Records for the exercise —

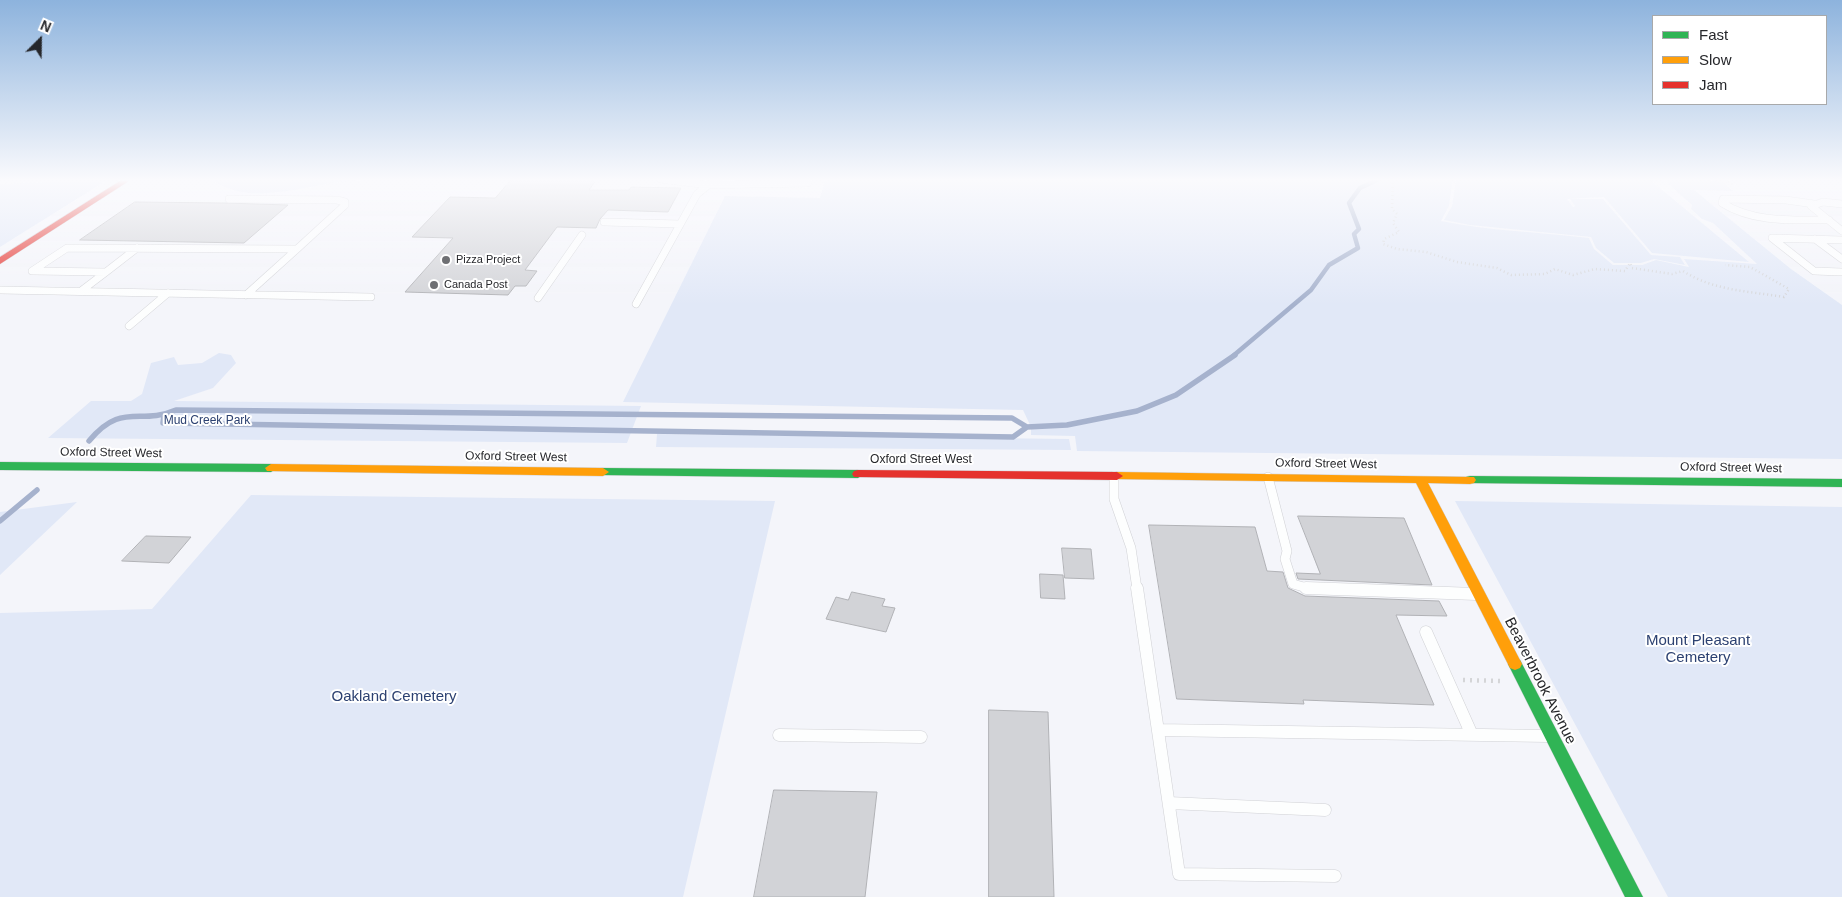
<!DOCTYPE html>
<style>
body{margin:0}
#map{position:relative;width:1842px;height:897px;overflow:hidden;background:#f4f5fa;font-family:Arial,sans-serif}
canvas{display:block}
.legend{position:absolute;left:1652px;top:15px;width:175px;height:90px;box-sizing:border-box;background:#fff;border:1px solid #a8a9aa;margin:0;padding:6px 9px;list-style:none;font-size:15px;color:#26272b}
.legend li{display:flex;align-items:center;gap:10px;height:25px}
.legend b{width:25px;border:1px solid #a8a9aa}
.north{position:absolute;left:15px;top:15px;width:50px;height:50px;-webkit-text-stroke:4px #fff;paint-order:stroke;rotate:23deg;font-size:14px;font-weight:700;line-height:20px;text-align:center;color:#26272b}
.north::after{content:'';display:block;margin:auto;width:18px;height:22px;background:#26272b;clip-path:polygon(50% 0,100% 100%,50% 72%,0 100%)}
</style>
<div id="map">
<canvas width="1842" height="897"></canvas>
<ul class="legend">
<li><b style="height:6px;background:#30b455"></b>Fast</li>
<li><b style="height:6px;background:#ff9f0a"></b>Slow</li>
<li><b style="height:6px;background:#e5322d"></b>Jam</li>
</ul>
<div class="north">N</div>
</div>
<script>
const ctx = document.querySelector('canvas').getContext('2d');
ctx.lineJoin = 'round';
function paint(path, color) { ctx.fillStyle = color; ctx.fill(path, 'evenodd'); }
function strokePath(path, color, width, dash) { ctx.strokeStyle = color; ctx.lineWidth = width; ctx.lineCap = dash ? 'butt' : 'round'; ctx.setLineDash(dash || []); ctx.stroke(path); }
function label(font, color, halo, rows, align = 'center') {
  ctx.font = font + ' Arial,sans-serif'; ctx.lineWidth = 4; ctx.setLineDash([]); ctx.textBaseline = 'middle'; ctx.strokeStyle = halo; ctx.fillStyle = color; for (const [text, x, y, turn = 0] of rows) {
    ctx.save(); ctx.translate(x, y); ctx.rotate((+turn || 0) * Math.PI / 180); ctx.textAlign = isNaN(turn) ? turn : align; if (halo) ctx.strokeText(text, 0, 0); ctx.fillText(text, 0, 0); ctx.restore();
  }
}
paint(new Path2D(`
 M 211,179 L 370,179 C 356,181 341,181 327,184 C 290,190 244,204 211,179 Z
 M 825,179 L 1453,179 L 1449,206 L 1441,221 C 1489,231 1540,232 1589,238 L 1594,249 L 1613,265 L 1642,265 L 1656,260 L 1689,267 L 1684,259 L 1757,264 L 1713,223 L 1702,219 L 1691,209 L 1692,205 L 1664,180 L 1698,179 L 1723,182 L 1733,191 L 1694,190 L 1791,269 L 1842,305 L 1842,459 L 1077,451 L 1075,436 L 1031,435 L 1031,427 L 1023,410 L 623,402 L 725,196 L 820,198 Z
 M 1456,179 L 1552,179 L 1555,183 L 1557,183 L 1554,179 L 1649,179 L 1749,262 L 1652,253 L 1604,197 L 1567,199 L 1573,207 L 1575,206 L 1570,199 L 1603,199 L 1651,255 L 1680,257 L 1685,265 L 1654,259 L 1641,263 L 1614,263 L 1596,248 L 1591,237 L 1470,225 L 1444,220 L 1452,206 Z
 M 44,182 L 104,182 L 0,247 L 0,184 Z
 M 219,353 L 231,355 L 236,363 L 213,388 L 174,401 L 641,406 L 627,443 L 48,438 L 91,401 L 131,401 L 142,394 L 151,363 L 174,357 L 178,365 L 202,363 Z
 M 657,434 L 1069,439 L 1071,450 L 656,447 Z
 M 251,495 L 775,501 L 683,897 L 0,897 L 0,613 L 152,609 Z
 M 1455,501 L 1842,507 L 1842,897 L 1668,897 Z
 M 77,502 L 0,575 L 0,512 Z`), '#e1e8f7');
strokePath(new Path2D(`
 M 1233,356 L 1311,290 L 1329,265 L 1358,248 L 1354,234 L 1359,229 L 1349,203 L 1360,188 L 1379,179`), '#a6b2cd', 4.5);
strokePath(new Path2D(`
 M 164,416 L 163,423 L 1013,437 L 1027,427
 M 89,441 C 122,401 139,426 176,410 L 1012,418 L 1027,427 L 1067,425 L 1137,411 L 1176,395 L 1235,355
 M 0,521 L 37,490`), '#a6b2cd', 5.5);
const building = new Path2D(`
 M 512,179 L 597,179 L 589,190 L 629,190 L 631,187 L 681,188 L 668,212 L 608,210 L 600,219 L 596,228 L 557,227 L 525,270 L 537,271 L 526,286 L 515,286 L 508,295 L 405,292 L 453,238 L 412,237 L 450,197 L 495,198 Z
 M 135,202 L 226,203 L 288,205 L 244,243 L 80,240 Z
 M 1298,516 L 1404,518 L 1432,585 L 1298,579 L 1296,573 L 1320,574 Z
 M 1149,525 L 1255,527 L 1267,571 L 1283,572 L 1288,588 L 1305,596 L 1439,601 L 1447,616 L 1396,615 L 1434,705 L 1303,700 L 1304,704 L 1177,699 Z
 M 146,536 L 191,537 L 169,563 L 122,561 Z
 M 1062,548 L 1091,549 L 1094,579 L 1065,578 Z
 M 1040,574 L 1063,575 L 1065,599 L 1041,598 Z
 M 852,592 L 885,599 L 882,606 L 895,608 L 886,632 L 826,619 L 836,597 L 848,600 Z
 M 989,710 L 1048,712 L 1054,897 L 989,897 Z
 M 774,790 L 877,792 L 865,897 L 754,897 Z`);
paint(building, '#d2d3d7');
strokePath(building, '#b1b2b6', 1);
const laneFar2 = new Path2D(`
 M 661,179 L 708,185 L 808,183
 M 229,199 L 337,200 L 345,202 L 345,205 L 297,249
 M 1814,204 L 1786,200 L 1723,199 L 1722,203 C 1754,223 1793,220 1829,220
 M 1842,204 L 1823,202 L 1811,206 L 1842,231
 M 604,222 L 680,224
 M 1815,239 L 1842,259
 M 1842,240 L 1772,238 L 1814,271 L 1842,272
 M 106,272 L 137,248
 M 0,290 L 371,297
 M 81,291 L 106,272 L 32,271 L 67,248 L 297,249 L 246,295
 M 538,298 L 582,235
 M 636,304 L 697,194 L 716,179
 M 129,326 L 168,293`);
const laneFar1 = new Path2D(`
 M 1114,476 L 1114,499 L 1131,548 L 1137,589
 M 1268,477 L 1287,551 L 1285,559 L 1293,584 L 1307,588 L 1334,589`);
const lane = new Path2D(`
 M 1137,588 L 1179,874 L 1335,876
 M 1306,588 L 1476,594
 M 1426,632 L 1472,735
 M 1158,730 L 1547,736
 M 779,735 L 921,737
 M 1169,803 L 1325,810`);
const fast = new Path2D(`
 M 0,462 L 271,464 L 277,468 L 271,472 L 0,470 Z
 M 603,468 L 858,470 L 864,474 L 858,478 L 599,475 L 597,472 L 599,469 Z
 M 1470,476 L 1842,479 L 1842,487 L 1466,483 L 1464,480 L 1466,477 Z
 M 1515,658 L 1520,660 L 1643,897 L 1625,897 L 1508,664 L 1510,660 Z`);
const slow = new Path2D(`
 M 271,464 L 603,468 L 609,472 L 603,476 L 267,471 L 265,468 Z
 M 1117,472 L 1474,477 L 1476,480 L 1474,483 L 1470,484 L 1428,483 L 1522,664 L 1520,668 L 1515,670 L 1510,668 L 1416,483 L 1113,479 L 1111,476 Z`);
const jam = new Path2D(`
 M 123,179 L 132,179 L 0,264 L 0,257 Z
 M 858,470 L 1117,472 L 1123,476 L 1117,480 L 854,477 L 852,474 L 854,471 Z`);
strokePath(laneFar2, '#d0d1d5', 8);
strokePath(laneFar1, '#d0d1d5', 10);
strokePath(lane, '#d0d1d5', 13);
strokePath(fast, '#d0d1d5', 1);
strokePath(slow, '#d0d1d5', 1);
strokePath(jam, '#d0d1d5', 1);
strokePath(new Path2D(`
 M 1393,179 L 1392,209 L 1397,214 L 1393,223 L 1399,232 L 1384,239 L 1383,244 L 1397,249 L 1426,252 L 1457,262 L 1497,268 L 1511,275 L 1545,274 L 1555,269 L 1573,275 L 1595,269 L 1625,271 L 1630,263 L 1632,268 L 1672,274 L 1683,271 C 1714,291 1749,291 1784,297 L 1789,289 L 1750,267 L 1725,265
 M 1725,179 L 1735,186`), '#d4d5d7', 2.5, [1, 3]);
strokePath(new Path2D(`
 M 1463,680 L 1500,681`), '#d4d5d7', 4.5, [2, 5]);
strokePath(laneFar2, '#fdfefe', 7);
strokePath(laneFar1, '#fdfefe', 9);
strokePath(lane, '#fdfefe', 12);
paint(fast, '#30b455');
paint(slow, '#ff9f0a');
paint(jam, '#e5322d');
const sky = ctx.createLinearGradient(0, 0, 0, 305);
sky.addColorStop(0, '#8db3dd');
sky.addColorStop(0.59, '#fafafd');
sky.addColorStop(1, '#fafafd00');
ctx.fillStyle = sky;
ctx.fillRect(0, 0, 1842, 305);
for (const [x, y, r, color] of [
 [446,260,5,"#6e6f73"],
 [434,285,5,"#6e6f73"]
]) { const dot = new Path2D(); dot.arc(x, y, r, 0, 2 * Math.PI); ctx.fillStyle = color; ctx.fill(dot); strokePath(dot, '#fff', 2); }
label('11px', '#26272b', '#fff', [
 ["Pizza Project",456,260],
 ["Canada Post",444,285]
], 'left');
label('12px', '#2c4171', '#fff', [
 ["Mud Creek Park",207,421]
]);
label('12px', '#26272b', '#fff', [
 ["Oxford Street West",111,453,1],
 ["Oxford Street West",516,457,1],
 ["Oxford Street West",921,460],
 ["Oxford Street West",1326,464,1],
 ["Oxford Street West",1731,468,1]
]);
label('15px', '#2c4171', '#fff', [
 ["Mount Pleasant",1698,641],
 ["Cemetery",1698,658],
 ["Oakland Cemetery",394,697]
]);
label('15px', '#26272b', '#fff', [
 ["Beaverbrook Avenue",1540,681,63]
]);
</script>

==

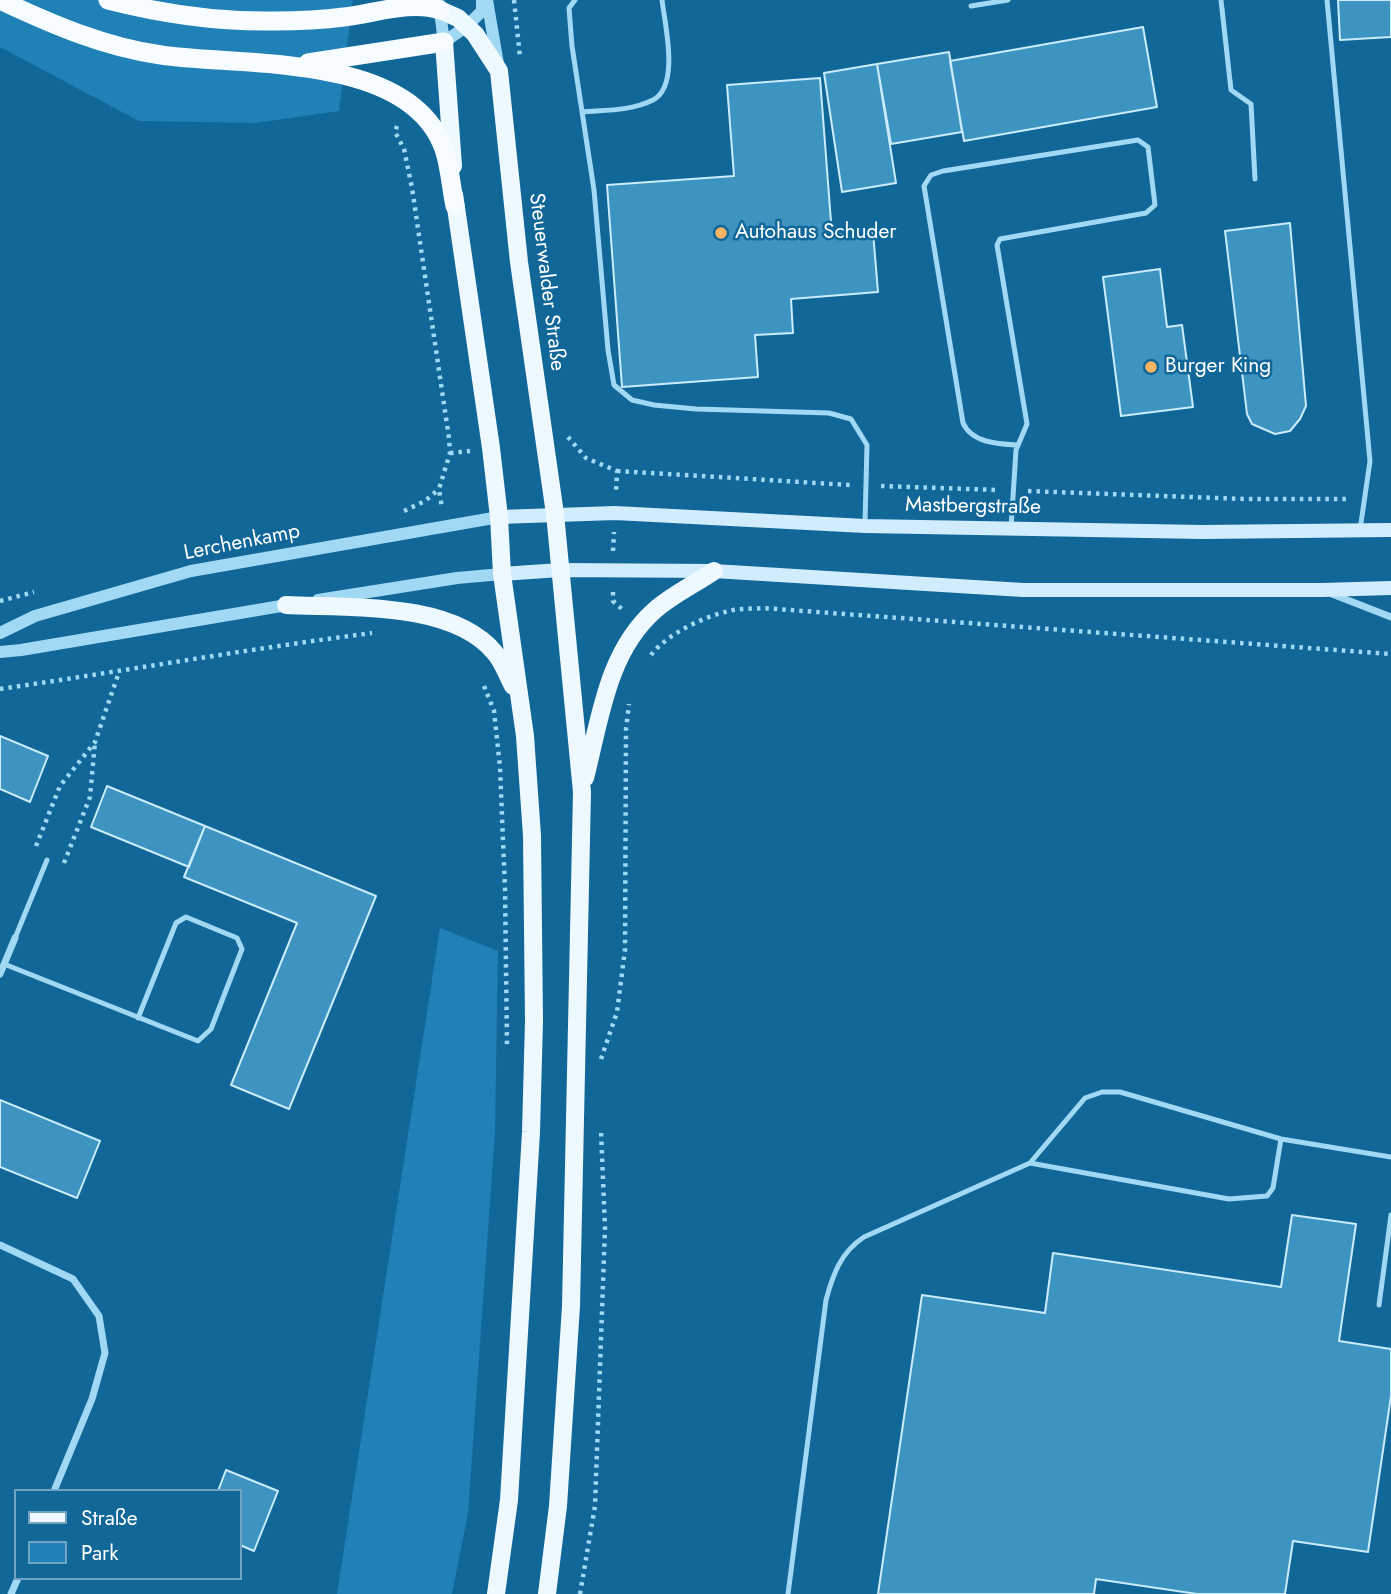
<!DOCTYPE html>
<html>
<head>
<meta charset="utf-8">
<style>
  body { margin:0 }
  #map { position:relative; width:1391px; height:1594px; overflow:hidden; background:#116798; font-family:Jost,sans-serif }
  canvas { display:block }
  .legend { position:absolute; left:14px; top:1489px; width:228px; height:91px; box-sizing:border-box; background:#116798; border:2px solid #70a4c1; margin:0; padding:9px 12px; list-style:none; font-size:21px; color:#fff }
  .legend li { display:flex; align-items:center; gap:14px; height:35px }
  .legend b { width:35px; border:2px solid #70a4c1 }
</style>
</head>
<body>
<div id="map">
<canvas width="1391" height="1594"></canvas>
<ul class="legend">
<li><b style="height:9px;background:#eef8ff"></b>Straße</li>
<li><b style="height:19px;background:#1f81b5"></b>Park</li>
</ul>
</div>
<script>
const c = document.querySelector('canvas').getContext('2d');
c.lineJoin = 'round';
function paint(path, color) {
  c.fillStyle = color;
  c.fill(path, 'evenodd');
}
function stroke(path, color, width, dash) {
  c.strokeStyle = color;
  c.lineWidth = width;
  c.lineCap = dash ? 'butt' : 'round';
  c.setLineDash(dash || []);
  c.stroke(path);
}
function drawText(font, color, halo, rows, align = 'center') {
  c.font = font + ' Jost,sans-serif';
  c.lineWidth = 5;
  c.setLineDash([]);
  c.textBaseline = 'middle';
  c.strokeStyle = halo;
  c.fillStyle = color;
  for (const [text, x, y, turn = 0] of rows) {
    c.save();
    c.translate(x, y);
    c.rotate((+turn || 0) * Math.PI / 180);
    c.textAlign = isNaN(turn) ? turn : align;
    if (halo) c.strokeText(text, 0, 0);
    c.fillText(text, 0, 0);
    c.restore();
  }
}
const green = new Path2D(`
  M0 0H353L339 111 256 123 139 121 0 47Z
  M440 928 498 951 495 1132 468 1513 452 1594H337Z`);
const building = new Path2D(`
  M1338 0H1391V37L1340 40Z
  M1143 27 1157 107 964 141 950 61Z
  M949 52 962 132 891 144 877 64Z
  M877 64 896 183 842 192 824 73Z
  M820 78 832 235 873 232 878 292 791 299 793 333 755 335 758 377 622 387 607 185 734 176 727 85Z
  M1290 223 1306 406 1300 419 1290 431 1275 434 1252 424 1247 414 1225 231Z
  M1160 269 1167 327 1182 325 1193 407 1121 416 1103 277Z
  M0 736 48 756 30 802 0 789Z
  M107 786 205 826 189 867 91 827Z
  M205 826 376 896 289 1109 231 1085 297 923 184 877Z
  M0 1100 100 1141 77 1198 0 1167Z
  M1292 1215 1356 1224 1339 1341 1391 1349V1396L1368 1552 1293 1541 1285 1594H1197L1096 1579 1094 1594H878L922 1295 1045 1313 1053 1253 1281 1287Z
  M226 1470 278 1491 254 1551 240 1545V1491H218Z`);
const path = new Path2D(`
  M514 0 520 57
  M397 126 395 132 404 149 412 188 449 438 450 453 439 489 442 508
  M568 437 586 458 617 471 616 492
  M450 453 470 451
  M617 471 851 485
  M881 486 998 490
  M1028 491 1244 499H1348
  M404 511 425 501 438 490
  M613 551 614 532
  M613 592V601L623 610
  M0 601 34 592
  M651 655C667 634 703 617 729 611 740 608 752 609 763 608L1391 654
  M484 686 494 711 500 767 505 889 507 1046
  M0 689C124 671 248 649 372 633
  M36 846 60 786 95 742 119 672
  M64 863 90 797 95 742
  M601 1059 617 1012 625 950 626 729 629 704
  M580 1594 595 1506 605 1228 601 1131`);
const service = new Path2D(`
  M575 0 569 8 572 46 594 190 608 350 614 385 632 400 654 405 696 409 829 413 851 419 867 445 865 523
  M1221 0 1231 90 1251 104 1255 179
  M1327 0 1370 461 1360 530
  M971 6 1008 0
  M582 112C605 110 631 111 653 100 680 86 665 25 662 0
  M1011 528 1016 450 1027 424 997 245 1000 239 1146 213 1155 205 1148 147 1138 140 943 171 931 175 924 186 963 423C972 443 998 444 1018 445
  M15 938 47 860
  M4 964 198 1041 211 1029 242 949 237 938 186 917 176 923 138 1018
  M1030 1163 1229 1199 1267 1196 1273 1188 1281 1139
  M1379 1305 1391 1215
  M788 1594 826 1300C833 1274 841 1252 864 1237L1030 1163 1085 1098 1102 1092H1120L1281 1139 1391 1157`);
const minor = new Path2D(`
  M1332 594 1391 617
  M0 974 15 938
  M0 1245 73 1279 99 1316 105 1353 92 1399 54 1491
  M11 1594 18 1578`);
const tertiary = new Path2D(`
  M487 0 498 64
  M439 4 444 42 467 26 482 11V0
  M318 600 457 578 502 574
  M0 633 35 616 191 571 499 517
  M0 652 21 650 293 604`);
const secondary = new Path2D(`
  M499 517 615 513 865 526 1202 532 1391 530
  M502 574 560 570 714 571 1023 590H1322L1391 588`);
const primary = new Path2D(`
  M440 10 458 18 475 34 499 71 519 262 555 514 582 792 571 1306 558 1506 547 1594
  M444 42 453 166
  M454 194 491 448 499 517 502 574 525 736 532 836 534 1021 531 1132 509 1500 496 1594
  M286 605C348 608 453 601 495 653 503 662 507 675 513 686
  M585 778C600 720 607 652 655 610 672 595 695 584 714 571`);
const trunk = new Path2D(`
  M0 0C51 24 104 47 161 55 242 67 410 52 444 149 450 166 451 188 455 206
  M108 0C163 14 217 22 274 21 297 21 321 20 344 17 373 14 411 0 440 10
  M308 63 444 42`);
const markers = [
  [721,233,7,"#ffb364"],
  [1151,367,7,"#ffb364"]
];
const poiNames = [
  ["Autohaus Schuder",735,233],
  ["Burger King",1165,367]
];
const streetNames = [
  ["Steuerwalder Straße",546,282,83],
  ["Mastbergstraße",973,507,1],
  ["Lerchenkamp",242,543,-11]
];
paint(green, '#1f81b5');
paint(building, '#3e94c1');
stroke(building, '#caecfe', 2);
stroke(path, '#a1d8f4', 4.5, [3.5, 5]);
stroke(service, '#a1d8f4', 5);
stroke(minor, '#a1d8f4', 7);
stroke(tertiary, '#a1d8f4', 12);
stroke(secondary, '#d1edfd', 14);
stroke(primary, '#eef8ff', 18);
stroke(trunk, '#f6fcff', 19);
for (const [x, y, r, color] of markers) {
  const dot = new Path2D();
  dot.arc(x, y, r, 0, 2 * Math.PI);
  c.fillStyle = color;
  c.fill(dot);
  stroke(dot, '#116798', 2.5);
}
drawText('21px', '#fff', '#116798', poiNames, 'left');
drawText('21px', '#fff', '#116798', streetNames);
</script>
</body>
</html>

Task details — Would you print exactly and only the lines of the material above that run from the line with "if (halo) c.strokeText(text, 0, 0);" through the line with "M1379 1305 1391 1215", both included?

Completed exercise —
    if (halo) c.strokeText(text, 0, 0);
    c.fillText(text, 0, 0);
    c.restore();
  }
}
const green = new Path2D(`
  M0 0H353L339 111 256 123 139 121 0 47Z
  M440 928 498 951 495 1132 468 1513 452 1594H337Z`);
const building = new Path2D(`
  M1338 0H1391V37L1340 40Z
  M1143 27 1157 107 964 141 950 61Z
  M949 52 962 132 891 144 877 64Z
  M877 64 896 183 842 192 824 73Z
  M820 78 832 235 873 232 878 292 791 299 793 333 755 335 758 377 622 387 607 185 734 176 727 85Z
  M1290 223 1306 406 1300 419 1290 431 1275 434 1252 424 1247 414 1225 231Z
  M1160 269 1167 327 1182 325 1193 407 1121 416 1103 277Z
  M0 736 48 756 30 802 0 789Z
  M107 786 205 826 189 867 91 827Z
  M205 826 376 896 289 1109 231 1085 297 923 184 877Z
  M0 1100 100 1141 77 1198 0 1167Z
  M1292 1215 1356 1224 1339 1341 1391 1349V1396L1368 1552 1293 1541 1285 1594H1197L1096 1579 1094 1594H878L922 1295 1045 1313 1053 1253 1281 1287Z
  M226 1470 278 1491 254 1551 240 1545V1491H218Z`);
const path = new Path2D(`
  M514 0 520 57
  M397 126 395 132 404 149 412 188 449 438 450 453 439 489 442 508
  M568 437 586 458 617 471 616 492
  M450 453 470 451
  M617 471 851 485
  M881 486 998 490
  M1028 491 1244 499H1348
  M404 511 425 501 438 490
  M613 551 614 532
  M613 592V601L623 610
  M0 601 34 592
  M651 655C667 634 703 617 729 611 740 608 752 609 763 608L1391 654
  M484 686 494 711 500 767 505 889 507 1046
  M0 689C124 671 248 649 372 633
  M36 846 60 786 95 742 119 672
  M64 863 90 797 95 742
  M601 1059 617 1012 625 950 626 729 629 704
  M580 1594 595 1506 605 1228 601 1131`);
const service = new Path2D(`
  M575 0 569 8 572 46 594 190 608 350 614 385 632 400 654 405 696 409 829 413 851 419 867 445 865 523
  M1221 0 1231 90 1251 104 1255 179
  M1327 0 1370 461 1360 530
  M971 6 1008 0
  M582 112C605 110 631 111 653 100 680 86 665 25 662 0
  M1011 528 1016 450 1027 424 997 245 1000 239 1146 213 1155 205 1148 147 1138 140 943 171 931 175 924 186 963 423C972 443 998 444 1018 445
  M15 938 47 860
  M4 964 198 1041 211 1029 242 949 237 938 186 917 176 923 138 1018
  M1030 1163 1229 1199 1267 1196 1273 1188 1281 1139
  M1379 1305 1391 1215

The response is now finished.